I am trying to connect to an MSTR intelligent server in Seattle from MSTR Developer running on my laptop connected in Bangalore. It takes an average of 10+ seconds for any action I do on the developer, like, login or open folders or open a report or anything. It is almost impractical to do any report development this way (not to mention the frustration).
When my colleague connects to the same instance/project from Seattle he doesn’t face any delays. So I figure that this is a network issue and doesn’t have much to do with the metadata or indexes. The network response time to the box is 30ms and 300ms average from Seattle and Bangalore respectively. I found online that 280ms is average response time from India to US. Accessing the reports and projects via the web interface is smooth though.
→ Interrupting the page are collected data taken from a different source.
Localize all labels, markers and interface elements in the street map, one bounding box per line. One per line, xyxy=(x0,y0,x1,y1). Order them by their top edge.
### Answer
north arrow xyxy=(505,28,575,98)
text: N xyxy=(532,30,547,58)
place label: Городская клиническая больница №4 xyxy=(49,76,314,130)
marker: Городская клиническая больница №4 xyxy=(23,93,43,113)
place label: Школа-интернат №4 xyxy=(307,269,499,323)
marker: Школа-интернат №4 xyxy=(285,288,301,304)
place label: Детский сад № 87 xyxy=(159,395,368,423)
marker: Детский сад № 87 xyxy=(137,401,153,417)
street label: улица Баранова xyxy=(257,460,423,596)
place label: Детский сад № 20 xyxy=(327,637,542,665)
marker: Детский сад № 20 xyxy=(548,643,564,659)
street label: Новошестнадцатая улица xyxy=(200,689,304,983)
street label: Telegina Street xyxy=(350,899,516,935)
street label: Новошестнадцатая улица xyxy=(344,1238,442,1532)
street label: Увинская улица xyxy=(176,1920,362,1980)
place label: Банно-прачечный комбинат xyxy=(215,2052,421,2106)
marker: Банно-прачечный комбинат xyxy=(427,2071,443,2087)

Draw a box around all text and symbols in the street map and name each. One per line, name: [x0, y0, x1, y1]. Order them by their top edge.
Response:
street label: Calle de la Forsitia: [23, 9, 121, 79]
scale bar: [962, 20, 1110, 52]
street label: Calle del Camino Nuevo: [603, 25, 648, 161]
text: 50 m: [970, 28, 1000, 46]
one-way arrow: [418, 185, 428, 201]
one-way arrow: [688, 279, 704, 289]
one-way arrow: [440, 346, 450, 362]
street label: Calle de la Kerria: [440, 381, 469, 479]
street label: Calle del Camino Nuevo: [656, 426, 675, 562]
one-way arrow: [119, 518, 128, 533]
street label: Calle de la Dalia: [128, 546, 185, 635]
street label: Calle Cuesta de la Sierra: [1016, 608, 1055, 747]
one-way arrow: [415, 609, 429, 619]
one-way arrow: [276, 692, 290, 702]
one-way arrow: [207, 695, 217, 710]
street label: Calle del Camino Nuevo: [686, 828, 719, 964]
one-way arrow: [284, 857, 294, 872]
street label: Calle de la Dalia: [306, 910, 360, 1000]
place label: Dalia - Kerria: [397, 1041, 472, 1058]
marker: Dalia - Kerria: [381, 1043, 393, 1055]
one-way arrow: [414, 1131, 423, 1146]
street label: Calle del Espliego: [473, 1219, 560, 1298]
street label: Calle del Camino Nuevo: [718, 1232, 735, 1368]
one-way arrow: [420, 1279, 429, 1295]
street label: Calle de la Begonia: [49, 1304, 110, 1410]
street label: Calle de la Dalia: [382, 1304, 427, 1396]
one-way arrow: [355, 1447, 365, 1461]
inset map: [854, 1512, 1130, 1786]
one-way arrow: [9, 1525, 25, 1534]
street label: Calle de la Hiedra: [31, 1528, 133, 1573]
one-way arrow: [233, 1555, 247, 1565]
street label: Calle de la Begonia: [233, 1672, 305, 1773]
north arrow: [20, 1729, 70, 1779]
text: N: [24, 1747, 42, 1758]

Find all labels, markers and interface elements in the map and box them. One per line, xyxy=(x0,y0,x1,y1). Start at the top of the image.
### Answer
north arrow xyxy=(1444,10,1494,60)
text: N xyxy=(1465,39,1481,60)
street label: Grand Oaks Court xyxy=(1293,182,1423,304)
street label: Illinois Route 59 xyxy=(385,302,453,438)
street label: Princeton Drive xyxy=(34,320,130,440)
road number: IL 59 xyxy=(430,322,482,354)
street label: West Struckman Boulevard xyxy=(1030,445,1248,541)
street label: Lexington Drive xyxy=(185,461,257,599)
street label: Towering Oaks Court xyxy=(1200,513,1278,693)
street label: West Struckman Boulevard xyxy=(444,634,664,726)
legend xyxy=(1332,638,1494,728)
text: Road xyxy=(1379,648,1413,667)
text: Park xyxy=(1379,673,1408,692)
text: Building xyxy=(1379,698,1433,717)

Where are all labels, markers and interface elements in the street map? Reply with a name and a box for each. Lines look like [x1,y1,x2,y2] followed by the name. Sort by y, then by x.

Have you ever experienced a situation like this before? Can the network delays cause that much trouble on MicroStrategy? Please help…
PS: This question is not quite a fit for SO. But I guess that MSTR
developers face this problem normally and may be they know a fix.
Hence posting this here rather than SU or somewhere else.
This is a pretty common problem, in my experience. I believe that MicroStrategy's network traffic is XML based, so network bandwidth as well as latency is an issue.
Usually, the web server is more responsive because:
It is performing "simpler" tasks that Developer
The network-intensive traffic is between I-Server and web server, so if they're colocated, performance will be reasonable.
I'm afraid I've never come across an effective solution to this issue. Having a "jump server" in the same data centre as the MSTR servers, with the Developer software installed, is usually the most tolerable solution (provided Remote Desktop isn't too laggy).
Same solution here : we have developpers VMs on a host in the same datacenter as the server, and we remote desktop them. From there, we use Developper/object manager, etc
You can still do 90% of the tasks in web.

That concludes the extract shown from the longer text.